Homework seems to be a four-letter word in the world of education. I totally get that students often spend WAAAAY too much time at home doing schoolwork, but then again, I think that American kids today are too over-scheduled. But that's another can of worms! (And let's not even get into what other countries do!!)
Anyway, back to homework in MY classroom. I assign it. Not often, and not a ton, but I believe it can serve a purpose. This is what I wrote to parents this year regarding my homework policy:
My philosophy on language learning is that the majority of the work we need to do happens in the classroom. Because I want to ensure that French is fun for students, I do not want it to become the subject of a laborious task at home. That being said, there may be times when students will need to practice some of our material at home. In addition, it can be fun and rewarding for students to show off what they have learned. Therefore, homework in French class will consist mostly of assignments that engage other people: retelling a story from pictures, describing or summarizing a video, reading a book or poem.
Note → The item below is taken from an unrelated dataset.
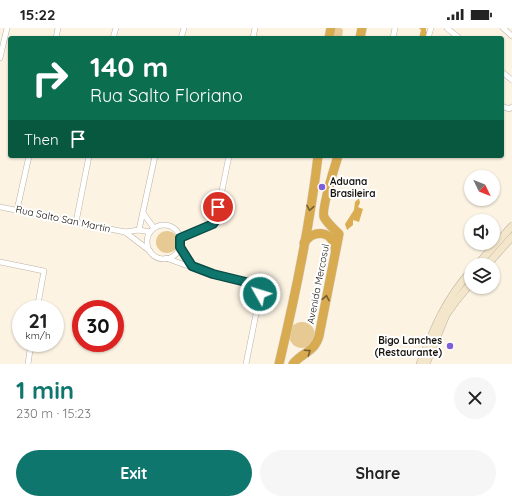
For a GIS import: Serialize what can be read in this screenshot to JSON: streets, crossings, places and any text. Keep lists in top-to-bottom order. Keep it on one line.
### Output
{"streets":{"highway":["Avenida Mercosul"],"street":["Rua Salto San Martin"]},"places":["Aduana Brasileira","Bigo Lanches (Restaurante)"],"north":"bottom right","page":{"status":"15:22","turn":["140 m","Rua Salto Floriano"],"then":"Then","speed":"21 km/h","limit":"30","heading":["1 min","230 m · 15:23"],"buttons":["Exit","Share"]}}
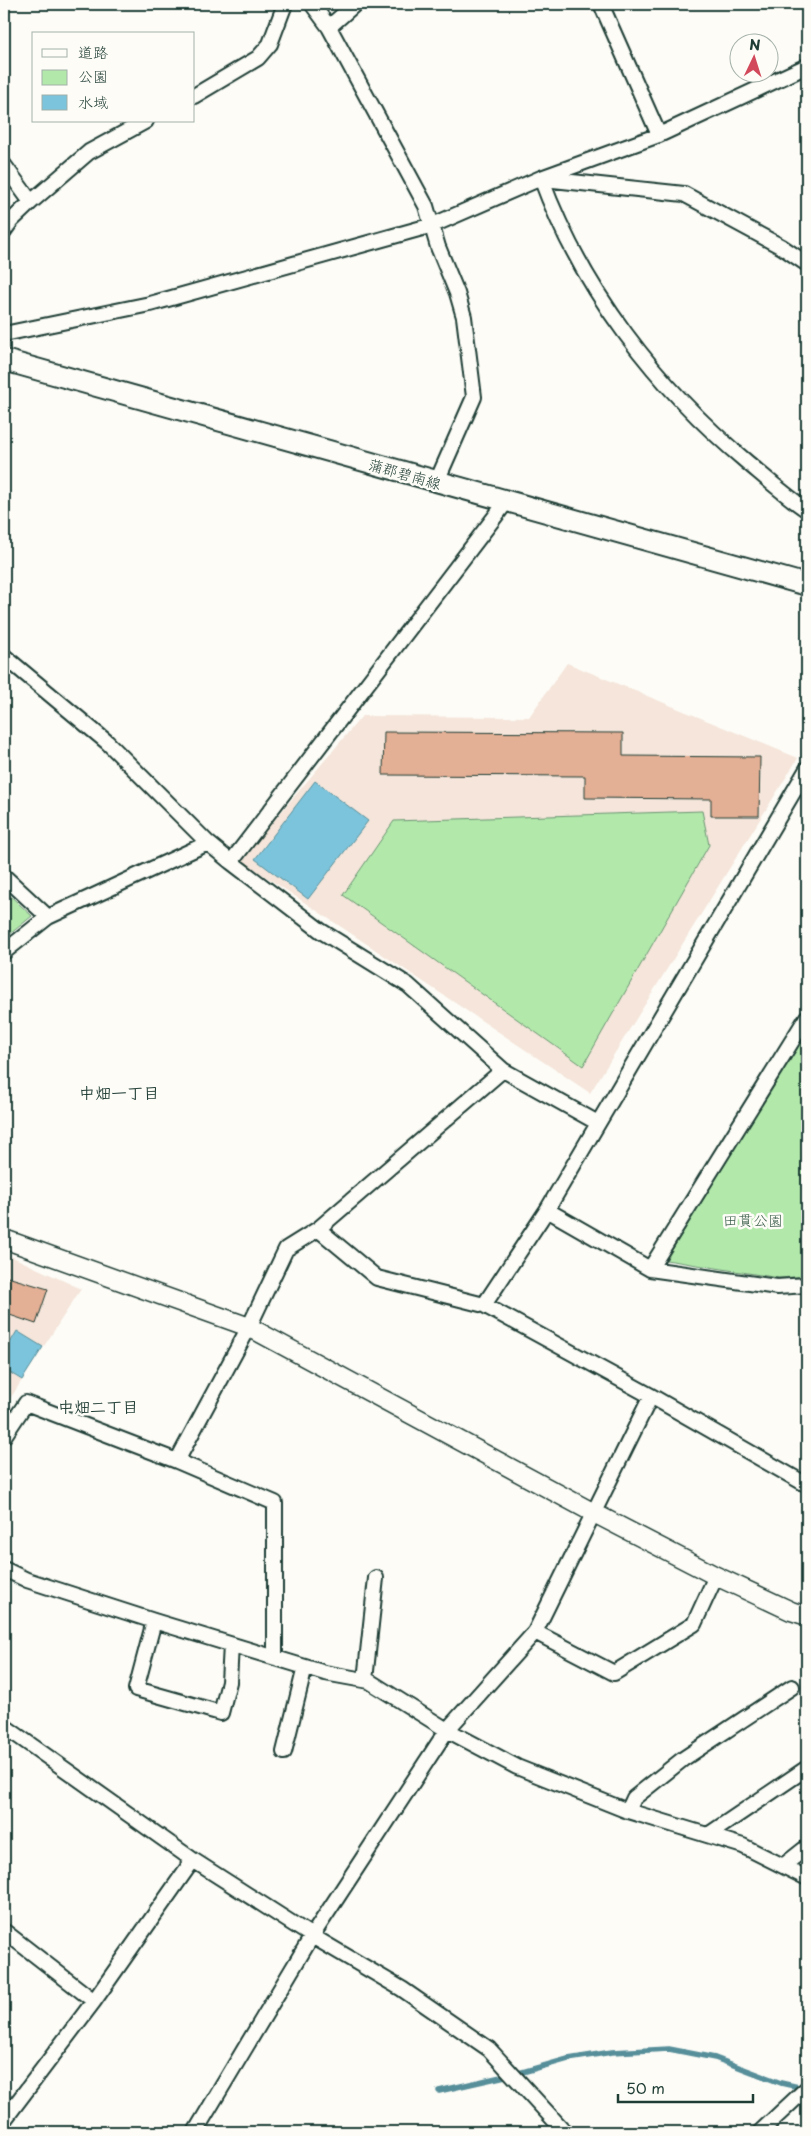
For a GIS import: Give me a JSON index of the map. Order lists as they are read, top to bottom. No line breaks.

The “audience” of these tasks will sign a paper indicating that s/he participated in the activity and indicate how easily the student completed the task.
Please let me know as soon as possible if your household does not have Internet access, or your child has very narrow parameters for working online. For homework that involves retelling or summarizing a video, I post those videos on my website for student to access. I will need to come up with an alternative assignment for your child.
Click here to see what I give to students when I assign a Movie Talk retell as homework.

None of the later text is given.